Attorney-at-Law

THE TAXPAYER BILL OF GOODS – REDUX

In Uncategorized on 11/20/2024 at 20:10

Public relations gestures often backfire. Save the Besame Cosmetics Mickey Mouse Red Lipstick Rare and Discontinued and don’t put it on Empress of Blandings or her real-life counterparts. Pulled pork is better with Kansas City-style barbecue sauce.

So let it be with TBOR.

Michelle Y. Coe, Docket No. 14643-24, filed 11/20/24, didn’t get the word. With neither SND nor NOD, when IRS moves to toss her petition, she responds thus.

“The Tax Court is subject to the Taxpayer’s Bill of Rights and has jurisdiction to provide limited financial relief or awards in specific scenarios. The respondent has provided no defense for failure to pay refunds or respond to the Petitioner’s Administrative Claim for Damage. However, they have identified that the Petitioner has no deficiencies. For that reason, the Plaintiff should be granted 10 million dollars for her Administrative Claim for Damage and the respondent’s violations of the Taxpayer Bill of Rights or an amount this court deems appropriate.” Order, at p. 3.
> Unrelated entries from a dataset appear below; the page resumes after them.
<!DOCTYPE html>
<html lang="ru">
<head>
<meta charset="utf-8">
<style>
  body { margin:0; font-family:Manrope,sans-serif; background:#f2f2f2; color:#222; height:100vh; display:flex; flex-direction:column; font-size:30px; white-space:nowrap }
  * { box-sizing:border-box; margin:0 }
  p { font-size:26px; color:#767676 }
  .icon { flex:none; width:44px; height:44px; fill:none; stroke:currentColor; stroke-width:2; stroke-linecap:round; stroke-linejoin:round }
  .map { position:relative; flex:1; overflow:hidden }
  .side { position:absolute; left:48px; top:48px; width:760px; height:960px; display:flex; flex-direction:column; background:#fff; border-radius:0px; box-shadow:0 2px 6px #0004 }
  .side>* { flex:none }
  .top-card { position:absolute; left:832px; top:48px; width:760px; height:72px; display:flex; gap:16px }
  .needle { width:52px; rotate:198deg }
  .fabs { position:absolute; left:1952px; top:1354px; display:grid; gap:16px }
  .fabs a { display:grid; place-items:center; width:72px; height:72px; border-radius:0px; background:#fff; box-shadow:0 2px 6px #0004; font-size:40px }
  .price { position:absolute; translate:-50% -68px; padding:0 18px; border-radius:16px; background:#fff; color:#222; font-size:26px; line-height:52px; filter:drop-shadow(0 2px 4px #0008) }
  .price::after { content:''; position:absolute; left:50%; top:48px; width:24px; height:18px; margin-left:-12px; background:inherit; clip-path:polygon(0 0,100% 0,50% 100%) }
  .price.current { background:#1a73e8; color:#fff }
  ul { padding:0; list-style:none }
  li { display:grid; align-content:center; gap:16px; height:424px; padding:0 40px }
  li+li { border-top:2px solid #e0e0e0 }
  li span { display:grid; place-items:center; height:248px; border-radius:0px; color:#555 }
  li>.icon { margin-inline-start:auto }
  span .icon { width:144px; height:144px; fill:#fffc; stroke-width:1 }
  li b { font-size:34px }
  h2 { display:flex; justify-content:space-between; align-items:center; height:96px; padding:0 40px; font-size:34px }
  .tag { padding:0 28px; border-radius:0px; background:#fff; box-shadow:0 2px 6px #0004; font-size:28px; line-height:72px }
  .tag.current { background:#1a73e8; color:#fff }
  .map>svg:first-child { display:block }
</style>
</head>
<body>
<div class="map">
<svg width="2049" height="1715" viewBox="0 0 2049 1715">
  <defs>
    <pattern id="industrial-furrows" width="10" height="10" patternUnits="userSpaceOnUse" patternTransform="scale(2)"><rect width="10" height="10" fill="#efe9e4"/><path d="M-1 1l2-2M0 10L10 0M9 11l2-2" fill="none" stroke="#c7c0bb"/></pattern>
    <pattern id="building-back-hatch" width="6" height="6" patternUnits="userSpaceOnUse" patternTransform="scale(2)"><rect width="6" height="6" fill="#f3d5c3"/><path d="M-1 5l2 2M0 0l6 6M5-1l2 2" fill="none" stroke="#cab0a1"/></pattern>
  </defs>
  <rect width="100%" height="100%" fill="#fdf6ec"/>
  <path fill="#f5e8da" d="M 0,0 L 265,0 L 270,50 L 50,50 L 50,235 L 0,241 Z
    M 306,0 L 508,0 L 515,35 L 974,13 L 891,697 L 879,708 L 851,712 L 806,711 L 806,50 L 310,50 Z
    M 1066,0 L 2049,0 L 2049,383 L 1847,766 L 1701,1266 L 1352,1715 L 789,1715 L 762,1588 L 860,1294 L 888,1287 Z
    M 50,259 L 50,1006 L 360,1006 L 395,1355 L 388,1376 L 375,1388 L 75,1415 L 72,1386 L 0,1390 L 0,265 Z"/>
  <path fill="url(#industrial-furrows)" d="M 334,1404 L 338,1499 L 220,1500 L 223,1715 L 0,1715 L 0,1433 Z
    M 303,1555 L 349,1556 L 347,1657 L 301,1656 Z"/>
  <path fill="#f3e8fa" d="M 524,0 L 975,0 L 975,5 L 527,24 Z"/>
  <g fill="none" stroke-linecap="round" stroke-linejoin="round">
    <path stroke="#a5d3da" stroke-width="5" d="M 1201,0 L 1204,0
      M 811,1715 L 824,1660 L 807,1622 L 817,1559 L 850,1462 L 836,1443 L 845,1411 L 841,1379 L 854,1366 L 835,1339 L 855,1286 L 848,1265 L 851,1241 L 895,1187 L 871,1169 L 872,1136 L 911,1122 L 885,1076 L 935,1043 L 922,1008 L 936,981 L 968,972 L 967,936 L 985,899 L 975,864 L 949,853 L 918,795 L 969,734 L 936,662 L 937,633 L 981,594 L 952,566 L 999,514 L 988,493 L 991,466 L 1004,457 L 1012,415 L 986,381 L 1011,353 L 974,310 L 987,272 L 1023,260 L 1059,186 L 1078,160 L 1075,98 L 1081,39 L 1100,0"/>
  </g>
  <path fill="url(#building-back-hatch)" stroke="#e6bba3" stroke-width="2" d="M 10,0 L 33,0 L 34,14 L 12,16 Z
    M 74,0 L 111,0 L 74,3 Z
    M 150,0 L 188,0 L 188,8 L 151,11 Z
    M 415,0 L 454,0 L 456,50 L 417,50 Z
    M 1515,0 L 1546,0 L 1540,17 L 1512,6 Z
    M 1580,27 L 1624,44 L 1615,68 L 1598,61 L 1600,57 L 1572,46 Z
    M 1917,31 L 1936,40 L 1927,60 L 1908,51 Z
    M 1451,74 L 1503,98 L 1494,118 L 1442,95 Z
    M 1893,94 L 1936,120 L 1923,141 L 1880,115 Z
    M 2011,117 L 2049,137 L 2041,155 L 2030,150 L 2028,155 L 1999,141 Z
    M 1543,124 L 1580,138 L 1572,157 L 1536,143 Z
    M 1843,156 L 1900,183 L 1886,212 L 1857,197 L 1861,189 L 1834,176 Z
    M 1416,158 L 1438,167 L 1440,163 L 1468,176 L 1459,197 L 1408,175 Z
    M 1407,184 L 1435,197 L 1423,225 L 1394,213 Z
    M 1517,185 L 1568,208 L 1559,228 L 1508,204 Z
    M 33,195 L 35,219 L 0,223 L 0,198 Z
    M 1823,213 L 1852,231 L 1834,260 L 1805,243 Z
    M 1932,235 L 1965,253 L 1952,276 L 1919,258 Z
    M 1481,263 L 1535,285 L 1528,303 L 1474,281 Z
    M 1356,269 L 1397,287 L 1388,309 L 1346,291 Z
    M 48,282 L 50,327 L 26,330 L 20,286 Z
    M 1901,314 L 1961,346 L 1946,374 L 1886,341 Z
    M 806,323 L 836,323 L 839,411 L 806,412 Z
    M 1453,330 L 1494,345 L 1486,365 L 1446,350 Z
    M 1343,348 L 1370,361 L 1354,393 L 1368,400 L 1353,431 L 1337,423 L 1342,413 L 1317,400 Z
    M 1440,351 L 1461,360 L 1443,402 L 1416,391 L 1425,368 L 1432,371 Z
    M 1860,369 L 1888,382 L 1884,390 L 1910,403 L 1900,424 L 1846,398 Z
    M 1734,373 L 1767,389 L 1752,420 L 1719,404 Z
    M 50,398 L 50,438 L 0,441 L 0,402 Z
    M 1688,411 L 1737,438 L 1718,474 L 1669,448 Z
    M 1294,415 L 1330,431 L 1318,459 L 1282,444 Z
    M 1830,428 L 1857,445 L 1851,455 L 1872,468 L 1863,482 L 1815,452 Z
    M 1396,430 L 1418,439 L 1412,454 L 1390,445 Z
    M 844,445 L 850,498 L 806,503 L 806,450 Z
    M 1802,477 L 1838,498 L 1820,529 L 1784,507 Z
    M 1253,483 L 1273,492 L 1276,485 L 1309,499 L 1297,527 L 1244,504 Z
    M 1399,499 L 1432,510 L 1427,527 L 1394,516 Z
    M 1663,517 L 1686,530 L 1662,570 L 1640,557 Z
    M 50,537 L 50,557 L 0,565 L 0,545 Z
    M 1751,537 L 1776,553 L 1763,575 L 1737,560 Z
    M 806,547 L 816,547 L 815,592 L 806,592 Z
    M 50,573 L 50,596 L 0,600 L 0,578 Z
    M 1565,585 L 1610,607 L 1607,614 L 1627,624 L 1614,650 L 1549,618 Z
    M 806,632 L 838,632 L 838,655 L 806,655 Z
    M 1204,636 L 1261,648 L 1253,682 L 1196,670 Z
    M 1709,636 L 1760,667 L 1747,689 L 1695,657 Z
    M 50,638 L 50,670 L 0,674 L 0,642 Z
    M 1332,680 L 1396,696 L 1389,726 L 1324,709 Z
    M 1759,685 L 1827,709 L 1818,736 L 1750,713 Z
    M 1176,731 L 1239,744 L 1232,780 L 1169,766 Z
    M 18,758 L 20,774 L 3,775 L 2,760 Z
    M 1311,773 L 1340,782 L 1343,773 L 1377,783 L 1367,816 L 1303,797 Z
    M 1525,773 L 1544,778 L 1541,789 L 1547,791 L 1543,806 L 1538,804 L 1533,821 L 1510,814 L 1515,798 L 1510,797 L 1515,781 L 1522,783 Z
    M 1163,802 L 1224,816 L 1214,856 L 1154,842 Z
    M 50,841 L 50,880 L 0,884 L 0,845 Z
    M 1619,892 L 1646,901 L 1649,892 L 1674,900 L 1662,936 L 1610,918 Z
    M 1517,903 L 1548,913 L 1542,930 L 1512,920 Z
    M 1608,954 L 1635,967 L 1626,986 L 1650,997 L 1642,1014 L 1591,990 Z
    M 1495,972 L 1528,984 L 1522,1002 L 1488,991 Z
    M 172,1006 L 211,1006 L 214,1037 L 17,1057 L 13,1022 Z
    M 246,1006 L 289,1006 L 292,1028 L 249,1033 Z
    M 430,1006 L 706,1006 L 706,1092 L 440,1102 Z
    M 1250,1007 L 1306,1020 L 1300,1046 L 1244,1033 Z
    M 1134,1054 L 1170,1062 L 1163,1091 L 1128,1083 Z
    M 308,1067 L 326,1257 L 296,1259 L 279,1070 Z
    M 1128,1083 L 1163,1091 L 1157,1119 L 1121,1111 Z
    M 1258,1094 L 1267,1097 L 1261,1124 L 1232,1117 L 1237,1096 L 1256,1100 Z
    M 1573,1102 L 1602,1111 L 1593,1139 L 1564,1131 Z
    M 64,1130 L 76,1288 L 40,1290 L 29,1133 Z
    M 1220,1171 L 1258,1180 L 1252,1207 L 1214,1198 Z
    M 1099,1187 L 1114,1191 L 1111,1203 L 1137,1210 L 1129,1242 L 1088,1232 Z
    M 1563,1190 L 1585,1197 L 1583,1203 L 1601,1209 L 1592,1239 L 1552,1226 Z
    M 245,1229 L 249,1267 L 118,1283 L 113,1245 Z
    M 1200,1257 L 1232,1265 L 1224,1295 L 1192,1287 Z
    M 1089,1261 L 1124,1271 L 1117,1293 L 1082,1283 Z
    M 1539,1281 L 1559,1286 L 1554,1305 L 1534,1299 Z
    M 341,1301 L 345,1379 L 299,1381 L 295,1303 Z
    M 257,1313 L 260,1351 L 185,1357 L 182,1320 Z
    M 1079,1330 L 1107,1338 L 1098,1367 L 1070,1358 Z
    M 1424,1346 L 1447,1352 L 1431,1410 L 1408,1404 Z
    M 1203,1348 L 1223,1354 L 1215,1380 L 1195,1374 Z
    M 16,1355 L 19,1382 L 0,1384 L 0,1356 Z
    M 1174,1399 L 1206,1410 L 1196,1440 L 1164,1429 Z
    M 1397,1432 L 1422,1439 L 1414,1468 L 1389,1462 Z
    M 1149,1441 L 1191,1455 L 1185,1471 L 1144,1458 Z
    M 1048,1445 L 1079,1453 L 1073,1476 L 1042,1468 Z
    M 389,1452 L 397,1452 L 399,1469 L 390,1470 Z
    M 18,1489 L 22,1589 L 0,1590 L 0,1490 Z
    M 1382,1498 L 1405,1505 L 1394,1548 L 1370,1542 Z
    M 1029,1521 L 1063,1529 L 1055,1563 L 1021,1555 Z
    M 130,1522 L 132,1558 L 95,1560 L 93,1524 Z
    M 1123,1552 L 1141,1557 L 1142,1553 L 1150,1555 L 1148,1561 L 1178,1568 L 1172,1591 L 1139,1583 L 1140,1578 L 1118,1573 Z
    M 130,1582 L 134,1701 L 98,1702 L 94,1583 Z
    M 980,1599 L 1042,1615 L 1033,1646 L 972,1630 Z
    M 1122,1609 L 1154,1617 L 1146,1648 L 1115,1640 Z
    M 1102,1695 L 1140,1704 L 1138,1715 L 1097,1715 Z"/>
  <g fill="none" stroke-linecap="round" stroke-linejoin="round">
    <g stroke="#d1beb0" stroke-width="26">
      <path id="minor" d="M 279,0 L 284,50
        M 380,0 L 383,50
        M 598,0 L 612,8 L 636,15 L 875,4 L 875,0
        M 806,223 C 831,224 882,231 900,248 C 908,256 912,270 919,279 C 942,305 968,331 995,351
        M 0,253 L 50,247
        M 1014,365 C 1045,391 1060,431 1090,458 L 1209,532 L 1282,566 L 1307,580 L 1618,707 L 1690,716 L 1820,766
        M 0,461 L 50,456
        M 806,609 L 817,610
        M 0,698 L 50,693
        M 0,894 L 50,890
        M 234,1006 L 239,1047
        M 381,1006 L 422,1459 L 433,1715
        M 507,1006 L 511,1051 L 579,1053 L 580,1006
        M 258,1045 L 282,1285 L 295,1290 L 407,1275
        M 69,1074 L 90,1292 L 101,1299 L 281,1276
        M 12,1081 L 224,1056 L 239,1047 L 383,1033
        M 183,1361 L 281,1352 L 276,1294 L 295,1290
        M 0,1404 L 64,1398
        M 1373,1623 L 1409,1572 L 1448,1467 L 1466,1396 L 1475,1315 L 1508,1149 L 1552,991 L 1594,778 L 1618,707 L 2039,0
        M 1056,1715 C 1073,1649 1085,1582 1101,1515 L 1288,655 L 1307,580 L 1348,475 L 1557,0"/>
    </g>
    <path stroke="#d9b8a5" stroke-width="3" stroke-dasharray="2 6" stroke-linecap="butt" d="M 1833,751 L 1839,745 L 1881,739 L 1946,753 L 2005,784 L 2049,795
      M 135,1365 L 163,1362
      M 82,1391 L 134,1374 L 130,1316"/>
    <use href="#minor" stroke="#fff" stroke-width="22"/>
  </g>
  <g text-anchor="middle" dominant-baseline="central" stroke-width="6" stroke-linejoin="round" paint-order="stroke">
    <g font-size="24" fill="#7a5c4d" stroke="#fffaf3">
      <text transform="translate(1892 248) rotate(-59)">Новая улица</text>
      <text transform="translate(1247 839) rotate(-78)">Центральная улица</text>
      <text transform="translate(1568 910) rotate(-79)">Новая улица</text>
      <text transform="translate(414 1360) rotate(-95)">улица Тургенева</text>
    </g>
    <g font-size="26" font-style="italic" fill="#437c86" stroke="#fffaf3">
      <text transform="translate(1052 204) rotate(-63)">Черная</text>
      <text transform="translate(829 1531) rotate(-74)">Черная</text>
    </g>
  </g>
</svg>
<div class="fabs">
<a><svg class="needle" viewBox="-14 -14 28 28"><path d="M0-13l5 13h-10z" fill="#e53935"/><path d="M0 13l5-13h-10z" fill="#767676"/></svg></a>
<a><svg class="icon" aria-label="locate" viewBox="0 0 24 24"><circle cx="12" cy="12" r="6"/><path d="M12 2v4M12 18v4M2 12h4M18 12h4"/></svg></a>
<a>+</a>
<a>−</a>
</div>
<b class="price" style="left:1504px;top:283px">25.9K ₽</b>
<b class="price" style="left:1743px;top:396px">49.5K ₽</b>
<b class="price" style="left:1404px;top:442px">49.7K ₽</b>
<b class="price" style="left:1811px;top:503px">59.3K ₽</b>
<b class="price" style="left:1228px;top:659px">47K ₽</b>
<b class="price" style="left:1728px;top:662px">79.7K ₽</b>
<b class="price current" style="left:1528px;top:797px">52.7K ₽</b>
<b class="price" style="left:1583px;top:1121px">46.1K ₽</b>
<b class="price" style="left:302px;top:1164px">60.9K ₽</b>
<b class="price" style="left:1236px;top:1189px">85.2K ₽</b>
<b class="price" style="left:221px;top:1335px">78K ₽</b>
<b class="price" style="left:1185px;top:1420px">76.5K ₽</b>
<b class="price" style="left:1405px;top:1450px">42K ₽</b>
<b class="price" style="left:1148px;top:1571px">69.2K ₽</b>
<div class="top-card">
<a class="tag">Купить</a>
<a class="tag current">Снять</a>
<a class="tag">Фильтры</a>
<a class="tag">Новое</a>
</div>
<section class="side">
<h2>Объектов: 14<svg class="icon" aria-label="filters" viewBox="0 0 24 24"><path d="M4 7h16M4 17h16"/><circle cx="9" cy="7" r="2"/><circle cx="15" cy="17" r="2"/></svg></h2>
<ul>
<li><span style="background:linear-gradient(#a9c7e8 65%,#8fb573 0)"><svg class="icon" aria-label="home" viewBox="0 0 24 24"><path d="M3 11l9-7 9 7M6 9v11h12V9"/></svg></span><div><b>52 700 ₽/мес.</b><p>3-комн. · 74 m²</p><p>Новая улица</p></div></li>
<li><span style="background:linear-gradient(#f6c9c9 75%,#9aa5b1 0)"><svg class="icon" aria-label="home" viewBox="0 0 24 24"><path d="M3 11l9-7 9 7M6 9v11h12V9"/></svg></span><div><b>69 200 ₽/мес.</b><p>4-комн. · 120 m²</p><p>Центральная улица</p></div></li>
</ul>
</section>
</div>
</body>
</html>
Please, before you yell that I’m piling on a hapless pro se, let me point out that IRS brought this upon themselves. The “Bill of Rights” is no more than a compilation of existing rights, adding nothing new. Even if IRS tried to expand the law, only Congress can make laws. And nothing Michelle has opens the doors at The Glasshouse on Second Street, NW, in the City in the Undrained Swamp.

The Taxpayer Bill of Goods marches on.